Bugün beş fransız ve iki Amerikalı ABC’ ye gitti, Luc zirveyi denemeyi düşünüyor.

İngilizlerin meşhur kadın dağcılarından Alison (Hargreaves) zirveye gitmeye karar vermiş. Tırmanışı oksijensiz ve solo yapmayı deniyor. Bu ikinci denemesi, son derece kuvvetli ve hızlı bir dağcı.

Tim, Martin, Miko ve Constantin ABC’ ye gidiyorlar.

Bugün akşamüstü Shataev ve iki rus dağcı zirveye ulaştılar. Rotada geç saatlere kadar kalmaları bizi biraz endişelendirdi ama, sanırım iyiler.

Akşam Anatoli Boukreev’ le uzun uzun sohbet ettik.
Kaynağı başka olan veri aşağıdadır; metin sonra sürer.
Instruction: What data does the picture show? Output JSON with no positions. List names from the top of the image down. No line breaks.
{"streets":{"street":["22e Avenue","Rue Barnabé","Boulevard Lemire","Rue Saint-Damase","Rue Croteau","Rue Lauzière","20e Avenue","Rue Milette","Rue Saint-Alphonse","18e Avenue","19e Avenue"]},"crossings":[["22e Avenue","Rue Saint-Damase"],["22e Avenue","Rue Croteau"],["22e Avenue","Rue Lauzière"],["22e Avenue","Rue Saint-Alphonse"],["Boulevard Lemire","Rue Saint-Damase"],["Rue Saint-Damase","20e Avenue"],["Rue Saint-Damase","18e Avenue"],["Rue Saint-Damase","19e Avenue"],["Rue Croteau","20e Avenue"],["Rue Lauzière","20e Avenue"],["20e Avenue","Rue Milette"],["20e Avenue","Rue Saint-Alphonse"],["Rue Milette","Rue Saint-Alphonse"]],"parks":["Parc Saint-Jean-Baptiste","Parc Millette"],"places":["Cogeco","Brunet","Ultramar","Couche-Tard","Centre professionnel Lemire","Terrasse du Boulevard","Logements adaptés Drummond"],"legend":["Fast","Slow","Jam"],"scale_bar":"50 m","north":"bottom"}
Rusların bir numaralı dağcısı ve dünyanın en iyi dağcılarından biri olduğu halde tanıdığım bütün Rus dağcılar gibi son derece mütevazı. George’ la planımıza göre Anatoli’ nin grubuyla aynı gün deneyeceğiz tırmanışı. Onunla böyle bir tırmanıştan çok şey kazanabileceğime inanıyorum.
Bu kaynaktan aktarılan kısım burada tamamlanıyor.